The NGT had, in December last year, directed the Tamil Nadu State Pollution Control Board to issue a fresh order of renewal of consent for the smelter within three weeks. The board had, however, refused to comply with the NGT order and moved the Supreme Court instead.
On January 8, the apex court refused to stay the tribunal’s order allowing the plant to reopen. Later, on January 29, the state pollution control board informed the top court that pollutants from the Sterlite plant were seeping into the groundwater and the nearby Uppar river. The board submitted before the top court that the NGT did not take into account relevant data, documents and evidence before quashing the Tamil Nadu government’s orders for shutting down the plant. The state government had also submitted that the Vedanta Group had failed to comply with the pollution norms.

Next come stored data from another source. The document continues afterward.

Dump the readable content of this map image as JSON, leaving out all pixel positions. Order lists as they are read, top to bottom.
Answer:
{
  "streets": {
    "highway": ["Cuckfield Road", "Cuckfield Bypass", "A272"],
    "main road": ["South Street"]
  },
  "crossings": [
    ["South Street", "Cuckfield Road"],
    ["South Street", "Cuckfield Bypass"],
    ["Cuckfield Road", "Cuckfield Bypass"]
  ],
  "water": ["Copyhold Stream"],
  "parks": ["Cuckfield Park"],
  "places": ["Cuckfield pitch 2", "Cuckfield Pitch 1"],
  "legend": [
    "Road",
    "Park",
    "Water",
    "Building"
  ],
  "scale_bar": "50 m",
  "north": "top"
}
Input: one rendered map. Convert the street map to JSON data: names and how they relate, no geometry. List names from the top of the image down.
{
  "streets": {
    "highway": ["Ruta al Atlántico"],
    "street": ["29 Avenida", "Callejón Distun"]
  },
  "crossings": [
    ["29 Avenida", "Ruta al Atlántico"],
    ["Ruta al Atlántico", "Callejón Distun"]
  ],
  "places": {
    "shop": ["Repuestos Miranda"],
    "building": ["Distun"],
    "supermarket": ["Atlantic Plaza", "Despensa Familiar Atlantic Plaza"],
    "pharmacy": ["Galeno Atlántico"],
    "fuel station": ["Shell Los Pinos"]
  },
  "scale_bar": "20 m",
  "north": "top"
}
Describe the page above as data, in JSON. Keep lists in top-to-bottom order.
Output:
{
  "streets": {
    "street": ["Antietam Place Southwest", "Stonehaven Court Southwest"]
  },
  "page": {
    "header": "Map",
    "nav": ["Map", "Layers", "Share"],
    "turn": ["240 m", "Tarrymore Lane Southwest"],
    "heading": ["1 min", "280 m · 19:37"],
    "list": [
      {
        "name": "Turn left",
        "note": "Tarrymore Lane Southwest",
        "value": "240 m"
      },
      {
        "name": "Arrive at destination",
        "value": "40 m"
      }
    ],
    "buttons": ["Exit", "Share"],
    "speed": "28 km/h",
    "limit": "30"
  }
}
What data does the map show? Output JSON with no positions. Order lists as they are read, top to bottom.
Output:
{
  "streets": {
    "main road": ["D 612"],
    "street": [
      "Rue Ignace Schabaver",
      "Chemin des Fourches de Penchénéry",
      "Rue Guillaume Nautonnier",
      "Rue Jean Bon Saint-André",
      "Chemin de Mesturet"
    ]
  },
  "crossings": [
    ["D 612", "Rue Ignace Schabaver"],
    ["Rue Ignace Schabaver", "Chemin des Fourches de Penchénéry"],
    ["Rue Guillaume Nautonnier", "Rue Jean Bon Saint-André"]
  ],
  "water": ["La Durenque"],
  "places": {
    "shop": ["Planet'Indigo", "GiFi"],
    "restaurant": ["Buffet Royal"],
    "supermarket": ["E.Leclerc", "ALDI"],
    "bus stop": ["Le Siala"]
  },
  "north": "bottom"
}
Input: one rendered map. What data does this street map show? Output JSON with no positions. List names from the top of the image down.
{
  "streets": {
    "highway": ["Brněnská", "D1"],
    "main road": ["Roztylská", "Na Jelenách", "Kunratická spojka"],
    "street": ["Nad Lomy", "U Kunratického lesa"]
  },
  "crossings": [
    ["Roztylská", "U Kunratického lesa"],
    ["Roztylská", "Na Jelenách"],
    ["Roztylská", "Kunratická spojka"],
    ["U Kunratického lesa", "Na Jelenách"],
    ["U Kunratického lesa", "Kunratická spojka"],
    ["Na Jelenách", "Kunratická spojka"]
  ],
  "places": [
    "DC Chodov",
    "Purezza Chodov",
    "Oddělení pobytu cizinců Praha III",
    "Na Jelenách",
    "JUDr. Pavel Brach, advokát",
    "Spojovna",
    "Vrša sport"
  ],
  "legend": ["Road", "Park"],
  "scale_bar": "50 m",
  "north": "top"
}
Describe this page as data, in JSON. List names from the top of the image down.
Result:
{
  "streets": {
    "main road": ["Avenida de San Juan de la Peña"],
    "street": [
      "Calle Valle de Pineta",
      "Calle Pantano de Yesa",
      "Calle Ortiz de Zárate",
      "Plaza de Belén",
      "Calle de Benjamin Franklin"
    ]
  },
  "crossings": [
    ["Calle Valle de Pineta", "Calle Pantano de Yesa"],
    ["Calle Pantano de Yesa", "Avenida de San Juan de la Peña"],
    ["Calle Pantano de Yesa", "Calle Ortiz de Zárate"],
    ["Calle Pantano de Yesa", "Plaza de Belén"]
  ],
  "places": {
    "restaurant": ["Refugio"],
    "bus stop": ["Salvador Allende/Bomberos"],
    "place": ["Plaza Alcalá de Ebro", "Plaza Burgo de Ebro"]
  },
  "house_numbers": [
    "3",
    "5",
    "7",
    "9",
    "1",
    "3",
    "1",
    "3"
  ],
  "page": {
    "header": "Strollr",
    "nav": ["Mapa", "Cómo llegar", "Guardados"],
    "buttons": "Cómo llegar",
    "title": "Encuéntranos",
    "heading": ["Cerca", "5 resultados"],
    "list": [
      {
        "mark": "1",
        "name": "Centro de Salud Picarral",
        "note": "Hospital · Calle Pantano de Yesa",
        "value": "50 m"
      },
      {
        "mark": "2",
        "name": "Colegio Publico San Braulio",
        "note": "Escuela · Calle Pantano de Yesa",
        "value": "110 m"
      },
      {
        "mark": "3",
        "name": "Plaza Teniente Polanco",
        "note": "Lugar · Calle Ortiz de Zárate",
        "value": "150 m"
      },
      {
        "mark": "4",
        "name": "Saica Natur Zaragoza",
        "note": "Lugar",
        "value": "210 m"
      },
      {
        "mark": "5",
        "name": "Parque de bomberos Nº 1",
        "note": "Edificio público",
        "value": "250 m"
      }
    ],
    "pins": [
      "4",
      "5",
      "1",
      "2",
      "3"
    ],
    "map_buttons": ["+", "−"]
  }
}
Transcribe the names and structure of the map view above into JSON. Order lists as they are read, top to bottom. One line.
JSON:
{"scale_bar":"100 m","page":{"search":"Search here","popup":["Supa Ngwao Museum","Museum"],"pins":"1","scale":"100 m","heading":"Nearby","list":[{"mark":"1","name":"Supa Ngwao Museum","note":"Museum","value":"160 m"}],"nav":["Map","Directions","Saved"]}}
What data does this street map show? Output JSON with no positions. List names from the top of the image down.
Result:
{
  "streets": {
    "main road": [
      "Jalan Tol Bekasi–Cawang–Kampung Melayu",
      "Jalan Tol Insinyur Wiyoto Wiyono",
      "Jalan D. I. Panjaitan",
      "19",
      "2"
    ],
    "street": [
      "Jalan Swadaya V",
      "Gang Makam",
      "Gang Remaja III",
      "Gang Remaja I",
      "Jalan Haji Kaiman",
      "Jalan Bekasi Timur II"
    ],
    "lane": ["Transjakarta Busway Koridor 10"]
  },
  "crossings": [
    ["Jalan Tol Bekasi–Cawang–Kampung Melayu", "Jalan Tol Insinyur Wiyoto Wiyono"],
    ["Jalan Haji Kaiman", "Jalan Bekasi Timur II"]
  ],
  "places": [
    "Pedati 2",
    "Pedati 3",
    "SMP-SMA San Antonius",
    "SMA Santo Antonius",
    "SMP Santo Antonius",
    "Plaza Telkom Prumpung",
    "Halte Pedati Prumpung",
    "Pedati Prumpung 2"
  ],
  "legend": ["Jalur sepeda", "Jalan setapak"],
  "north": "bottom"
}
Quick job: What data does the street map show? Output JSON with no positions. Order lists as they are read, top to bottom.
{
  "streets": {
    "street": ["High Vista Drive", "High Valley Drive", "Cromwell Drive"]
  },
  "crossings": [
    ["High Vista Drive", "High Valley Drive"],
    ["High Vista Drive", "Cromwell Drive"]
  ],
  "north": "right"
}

Tuticorin had been on the edge ever since the Supreme Court, earlier this month, said that it would pronounce its verdict on February 18 on whether the plant can be re-opened or not. Security had been stepped up in Tuticorin and its vicinity since Sunday (February 17) anticipating fresh protests if the plant were allowed to be reopened.
“Lakhs of people have registered their protest earlier. We hope the plant is permanently removed from here,” M. Krishnamoorthy of Anti-Sterlite Tamils Federation, had told reporters a day before the top court’s scheduled pronouncement of the verdict.